L'apologia del fallito



L’Italia è sempre il Paese in cui c’è chi si lamenta per la siccità, quando non piove, mentre invece c’è chi si lamenta per le calamità atmosferiche, quando piove. Niente va mai troppo bene. Sempre, invece, si dice che comunque vada male, anche quando ci sarebbero ragioni per pensare che invece possa andar bene. Non c’è meraviglia che regga. Neanche quando, ad esempio, si sente parlare di grande successo per un fallimento o viceversa di fallimento per un grande successo.
Sarebbe grandissimo, il nostro, come Paese, se non fosse per l’eccessiva presenza di gente che, nonostante più di un fallimento, si mostri sin troppo capace, tanto dal risultar d’essere solo un po’ troppo furba, e qualche volta anche un po’ eccessivamente truffaldina e bugiarda.
In questa abitudine dei molti acrobati delle parole, di coloro che usano il dire in stridente contraddizione col fare, e di quelli che fanno a meno anche dal dire il vero, ed abitudinariamente si esimano anche dal fare, si finisce col perdere persino la bussola.

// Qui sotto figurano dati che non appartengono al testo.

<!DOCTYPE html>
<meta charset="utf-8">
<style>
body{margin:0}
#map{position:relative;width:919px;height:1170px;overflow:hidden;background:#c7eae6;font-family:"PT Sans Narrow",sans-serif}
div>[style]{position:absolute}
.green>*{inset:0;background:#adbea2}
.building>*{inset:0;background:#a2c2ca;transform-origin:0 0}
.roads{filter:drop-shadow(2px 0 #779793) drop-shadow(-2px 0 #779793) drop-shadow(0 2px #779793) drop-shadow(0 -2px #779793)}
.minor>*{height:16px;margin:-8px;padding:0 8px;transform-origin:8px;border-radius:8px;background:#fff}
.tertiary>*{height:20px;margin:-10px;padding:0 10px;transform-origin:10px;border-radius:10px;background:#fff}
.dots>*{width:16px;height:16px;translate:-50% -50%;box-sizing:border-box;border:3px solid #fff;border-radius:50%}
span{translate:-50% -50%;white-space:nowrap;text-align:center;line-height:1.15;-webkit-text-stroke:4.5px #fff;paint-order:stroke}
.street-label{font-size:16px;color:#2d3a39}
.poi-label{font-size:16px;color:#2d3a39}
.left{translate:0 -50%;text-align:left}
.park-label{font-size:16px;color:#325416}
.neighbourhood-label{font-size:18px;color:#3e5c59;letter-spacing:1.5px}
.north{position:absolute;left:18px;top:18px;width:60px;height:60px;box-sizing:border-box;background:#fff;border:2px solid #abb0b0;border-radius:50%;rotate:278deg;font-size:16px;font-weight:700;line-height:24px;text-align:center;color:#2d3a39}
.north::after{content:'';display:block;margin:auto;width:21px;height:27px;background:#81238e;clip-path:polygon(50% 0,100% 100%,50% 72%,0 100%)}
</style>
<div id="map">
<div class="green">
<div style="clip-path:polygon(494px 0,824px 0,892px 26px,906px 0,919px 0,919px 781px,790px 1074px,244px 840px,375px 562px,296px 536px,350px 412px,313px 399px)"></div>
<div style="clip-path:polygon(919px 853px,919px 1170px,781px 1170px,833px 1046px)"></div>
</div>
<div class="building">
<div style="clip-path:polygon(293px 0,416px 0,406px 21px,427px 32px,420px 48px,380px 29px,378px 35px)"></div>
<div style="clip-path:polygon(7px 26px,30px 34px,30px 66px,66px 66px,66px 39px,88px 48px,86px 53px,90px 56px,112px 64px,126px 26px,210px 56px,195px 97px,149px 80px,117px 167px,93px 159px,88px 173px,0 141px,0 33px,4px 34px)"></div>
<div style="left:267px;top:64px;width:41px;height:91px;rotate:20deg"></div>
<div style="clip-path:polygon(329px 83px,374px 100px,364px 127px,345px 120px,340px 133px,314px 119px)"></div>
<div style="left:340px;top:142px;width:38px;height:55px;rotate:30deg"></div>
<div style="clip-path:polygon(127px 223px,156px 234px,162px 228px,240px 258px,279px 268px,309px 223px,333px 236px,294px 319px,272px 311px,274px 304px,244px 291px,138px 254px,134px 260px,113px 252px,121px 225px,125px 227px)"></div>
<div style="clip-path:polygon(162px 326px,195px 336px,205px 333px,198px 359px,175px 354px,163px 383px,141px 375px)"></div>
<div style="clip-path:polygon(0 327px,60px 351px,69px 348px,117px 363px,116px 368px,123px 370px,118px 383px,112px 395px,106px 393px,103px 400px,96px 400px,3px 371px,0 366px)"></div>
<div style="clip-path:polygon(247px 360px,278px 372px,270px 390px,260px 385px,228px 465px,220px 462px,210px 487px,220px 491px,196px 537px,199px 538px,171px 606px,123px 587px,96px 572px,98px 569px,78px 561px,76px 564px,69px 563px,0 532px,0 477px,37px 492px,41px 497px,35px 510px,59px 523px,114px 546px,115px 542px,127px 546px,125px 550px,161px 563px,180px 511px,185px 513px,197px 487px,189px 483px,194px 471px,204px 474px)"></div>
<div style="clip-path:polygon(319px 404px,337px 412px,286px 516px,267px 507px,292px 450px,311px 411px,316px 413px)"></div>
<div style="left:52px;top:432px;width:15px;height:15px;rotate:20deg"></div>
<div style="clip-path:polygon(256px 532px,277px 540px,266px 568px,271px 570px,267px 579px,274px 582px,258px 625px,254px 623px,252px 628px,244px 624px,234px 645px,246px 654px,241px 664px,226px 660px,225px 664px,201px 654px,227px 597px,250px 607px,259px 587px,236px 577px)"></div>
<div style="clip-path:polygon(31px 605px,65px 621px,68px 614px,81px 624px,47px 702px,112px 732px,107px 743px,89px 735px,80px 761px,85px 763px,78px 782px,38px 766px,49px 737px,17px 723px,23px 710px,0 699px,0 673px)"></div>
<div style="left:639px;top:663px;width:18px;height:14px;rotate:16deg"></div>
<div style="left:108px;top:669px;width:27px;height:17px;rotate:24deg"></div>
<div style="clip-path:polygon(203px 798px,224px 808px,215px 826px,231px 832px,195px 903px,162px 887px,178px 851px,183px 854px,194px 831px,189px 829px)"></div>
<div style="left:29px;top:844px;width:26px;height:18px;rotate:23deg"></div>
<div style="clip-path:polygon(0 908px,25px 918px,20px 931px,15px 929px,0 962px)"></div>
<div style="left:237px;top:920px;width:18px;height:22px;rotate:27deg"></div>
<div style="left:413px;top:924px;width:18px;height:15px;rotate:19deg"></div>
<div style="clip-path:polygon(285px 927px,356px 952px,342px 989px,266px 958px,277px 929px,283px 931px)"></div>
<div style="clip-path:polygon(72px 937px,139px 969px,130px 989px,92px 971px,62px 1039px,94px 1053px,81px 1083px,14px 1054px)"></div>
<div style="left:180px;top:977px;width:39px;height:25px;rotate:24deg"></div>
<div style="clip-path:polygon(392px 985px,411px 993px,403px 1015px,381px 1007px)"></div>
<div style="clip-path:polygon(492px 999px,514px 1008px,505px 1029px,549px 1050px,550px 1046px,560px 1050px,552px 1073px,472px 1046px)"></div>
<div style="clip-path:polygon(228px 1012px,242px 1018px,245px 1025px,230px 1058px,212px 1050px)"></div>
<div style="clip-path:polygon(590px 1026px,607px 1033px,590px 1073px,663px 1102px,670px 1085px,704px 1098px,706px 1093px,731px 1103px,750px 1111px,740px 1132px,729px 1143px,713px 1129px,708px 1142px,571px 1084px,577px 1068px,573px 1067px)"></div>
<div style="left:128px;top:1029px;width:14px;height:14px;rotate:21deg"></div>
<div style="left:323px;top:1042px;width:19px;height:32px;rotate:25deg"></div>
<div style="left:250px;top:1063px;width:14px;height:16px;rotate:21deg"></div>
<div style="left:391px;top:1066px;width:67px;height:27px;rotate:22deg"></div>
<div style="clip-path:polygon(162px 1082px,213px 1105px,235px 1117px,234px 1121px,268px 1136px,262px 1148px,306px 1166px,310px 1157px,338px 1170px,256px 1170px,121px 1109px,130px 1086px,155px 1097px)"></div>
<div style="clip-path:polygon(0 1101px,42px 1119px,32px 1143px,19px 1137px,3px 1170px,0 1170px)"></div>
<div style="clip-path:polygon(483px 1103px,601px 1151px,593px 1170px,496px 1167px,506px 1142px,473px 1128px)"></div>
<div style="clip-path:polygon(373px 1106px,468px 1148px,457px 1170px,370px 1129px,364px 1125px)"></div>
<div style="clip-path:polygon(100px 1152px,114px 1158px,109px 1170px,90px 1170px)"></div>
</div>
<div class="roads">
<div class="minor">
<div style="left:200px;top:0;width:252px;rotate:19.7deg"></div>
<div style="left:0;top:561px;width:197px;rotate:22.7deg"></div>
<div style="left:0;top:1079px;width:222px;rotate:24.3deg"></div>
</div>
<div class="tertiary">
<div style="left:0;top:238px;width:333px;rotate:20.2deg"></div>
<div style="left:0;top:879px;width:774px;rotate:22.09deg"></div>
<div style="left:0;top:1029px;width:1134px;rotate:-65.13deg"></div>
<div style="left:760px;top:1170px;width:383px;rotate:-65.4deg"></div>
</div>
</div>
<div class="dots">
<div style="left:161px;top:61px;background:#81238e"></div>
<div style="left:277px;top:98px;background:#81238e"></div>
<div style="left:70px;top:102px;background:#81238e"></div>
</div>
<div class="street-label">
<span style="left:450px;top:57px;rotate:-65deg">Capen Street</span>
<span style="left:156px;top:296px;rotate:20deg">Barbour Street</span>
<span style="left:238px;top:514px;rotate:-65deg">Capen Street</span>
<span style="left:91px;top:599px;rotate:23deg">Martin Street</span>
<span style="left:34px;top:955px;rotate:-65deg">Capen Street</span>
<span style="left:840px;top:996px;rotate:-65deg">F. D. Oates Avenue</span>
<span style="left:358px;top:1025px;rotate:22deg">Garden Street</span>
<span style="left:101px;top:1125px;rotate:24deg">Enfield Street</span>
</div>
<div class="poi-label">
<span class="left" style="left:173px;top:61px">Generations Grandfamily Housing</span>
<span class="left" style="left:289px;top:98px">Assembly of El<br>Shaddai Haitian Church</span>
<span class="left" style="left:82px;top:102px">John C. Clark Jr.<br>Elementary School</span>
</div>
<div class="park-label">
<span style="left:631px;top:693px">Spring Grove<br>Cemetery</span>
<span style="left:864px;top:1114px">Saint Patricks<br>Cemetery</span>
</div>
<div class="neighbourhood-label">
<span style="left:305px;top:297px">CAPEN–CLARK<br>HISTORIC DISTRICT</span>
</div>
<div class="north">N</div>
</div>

In politica, ad esempio, non si capisce chi o dove o il quando delle cose, delle persone, dei partiti, né chi sia responsabile e di cosa, o perché. Nella confusione non si capisce mai la dimensione reale dei fatti. Si capisce solo che l’arte della parola, usata dai fantasiosi professionisti del niente, camuffa la realtà e stravolge la storia. E’ come quando si spacciano per pietre preziose i fondi delle bottiglie o per oro colato il vile metallo.

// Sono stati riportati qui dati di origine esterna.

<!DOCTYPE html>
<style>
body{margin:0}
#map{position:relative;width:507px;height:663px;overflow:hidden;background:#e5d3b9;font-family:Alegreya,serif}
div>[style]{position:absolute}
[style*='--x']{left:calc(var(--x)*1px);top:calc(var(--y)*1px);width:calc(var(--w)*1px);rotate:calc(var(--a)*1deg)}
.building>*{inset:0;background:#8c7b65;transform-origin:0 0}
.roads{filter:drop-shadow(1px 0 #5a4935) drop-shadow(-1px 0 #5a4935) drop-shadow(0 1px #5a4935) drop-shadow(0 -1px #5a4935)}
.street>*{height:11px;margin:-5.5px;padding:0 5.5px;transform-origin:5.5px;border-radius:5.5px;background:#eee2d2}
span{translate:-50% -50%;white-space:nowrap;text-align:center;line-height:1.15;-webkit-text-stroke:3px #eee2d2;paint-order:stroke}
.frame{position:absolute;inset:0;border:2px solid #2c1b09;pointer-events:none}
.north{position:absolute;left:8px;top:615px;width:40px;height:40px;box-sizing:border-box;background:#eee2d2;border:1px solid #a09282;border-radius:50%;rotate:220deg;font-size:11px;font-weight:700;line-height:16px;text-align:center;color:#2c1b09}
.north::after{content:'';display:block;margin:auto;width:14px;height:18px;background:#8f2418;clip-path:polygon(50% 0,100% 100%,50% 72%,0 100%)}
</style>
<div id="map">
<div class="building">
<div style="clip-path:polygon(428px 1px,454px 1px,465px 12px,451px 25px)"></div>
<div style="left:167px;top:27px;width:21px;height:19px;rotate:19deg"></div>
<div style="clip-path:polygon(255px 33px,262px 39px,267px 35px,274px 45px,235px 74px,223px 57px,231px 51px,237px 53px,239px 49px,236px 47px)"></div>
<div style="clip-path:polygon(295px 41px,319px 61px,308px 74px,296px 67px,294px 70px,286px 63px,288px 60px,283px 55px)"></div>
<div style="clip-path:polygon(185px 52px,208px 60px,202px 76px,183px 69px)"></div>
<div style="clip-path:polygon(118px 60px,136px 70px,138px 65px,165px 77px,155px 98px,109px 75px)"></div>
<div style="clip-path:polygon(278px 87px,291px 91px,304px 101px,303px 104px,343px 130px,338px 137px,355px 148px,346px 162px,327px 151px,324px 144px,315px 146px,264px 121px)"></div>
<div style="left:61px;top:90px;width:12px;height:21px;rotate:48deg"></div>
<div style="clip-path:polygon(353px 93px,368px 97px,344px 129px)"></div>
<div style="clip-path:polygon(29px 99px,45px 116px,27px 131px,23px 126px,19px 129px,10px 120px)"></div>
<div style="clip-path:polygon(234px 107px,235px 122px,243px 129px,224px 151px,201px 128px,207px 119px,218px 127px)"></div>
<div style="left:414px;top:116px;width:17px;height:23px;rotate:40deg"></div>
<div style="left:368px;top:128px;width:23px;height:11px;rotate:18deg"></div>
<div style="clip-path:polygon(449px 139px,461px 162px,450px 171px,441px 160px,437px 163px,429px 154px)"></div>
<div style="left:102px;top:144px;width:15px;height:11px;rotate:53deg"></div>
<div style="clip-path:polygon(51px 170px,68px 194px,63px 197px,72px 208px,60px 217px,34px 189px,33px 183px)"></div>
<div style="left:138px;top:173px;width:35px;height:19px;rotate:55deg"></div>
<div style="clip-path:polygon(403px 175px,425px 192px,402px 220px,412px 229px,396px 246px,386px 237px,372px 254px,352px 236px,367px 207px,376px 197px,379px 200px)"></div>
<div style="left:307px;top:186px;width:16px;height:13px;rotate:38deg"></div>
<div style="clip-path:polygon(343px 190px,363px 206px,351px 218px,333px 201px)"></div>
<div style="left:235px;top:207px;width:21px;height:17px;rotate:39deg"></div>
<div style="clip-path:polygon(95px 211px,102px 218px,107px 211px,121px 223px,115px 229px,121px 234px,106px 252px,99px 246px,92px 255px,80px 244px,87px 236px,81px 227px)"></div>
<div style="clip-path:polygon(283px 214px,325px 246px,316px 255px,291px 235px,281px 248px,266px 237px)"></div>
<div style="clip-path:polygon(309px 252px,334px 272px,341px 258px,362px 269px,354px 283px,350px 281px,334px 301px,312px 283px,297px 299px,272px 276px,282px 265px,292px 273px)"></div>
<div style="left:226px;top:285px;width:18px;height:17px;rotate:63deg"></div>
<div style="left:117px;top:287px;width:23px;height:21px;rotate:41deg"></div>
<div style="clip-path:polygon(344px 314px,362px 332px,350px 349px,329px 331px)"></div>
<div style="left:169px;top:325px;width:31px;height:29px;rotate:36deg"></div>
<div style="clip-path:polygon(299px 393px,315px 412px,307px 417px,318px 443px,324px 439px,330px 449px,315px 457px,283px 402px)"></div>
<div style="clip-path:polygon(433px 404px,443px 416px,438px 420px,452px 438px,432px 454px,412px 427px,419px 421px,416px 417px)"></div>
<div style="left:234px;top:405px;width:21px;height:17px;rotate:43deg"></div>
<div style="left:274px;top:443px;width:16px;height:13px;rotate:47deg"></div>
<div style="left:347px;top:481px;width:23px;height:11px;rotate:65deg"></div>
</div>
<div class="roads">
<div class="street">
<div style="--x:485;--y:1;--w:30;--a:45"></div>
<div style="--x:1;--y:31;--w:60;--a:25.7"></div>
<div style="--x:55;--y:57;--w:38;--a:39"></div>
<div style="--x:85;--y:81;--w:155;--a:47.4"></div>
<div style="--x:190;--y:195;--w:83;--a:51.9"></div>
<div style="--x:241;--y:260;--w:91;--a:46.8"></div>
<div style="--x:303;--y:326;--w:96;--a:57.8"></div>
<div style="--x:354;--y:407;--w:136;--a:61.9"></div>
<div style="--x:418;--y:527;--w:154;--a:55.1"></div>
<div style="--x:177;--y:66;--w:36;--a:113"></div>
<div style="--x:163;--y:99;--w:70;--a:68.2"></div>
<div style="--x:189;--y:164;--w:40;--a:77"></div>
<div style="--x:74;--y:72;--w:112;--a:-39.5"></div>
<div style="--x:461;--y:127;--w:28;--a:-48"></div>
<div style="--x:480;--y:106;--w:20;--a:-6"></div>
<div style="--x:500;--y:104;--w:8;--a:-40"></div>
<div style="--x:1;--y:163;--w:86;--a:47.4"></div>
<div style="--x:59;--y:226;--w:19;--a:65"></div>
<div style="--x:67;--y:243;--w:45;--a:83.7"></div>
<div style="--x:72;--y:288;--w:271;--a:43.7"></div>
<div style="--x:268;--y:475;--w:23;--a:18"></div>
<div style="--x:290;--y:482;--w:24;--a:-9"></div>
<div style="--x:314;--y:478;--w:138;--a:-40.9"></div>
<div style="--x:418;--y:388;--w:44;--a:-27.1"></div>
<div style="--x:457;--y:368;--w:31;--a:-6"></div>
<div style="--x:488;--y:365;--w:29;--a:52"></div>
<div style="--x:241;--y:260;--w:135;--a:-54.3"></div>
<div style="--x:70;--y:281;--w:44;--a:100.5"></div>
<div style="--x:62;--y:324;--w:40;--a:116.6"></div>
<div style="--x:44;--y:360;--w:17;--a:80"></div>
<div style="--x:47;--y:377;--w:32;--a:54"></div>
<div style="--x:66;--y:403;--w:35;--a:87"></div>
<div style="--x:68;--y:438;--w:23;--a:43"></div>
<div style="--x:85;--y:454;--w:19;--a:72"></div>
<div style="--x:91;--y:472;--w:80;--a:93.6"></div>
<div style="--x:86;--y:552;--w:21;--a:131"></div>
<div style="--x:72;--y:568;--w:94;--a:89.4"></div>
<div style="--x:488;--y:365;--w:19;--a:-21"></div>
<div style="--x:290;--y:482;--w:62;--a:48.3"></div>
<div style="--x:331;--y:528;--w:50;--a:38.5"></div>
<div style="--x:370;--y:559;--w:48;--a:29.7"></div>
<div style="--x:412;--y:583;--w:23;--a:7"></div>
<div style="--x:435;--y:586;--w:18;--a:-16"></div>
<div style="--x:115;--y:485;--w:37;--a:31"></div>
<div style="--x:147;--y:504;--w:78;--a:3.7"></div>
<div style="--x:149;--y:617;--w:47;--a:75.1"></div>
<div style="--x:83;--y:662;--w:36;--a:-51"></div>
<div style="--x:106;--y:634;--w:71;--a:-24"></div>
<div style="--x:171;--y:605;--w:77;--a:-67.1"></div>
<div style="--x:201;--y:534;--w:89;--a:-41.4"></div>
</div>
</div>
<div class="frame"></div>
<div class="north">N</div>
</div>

La partita si gioca più sul metodo del far apparire, sui colpi di scena, sui colpi di teatro. E’ come una fiction, come un film, come un festival. Sculettano e si mostrano le soubrettes scollacciate, come nelle passerelle delle sfilate. Ci provano a vendere nuvole di fumo ed usano le istituzioni per il loro consumo. Richiamano il popolo alla guerra santa, demonizzano l’avversario, finiscono col mettere in pratica gli unici strumenti che hanno imparato bene ad usare: la chiacchiera, l’illusione, la calunnia ed il falso. Come è successo con Prodi al Governo, dal 2006 al 2008, quando si faceva passare per grande successo politico ciò che era una macelleria sociale e per risanamento dei conti l’aumento della pressione fiscale.
Il fallito è colui che attribuisce sempre ad altri le sue responsabilità. In politica il fallito parla sempre di battaglie vinte, mentre tutt’intorno la popolazione si lecca le ferite. Si spaccia così per vittoria anche lo spreco del danaro pubblico, in nome di un dichiarato impegno sociale, come è capitato a chi di recente ha pensato che il sociale dovesse consistere nell’anticipare di qualche mese l’esodo per la pensione a pochi lavoratori garantiti, a danno delle giovani generazioni, ovvero nel proteggere oltre il dovuto lo spreco di chi percepisce un salario pubblico, senza profondere impegno e, a volte, senza neanche l’impegno di recarsi al lavoro.
E’ un fallito Vendola in Puglia. Lo dicono i numeri e le cronache degli ultimi tempi. Lo dice chi ha il buon senso di andare oltre le illusioni ed i richiami ideologici e fa un bilancio degli ultimi 5 anni. Resta un fallito a prescindere dalla cronaca giudiziaria e dalle responsabilità politiche di una gestione moralmente raccapricciante. Le cupole affaristiche e di controllo politico del territorio, finalizzate al rafforzamento elettorale, le pratiche clientelari, i ricatti sessuali, le infiltrazioni malavitose, i festini, il denaro pubblico sprecato nelle forniture sanitarie, costituiscono solo la cornice del quadro fallimentare di una complessiva gestione. Vendola resta un fallito ben oltre le ragioni del soffermarsi sullo squallido uso fatto della Istituzione pugliese.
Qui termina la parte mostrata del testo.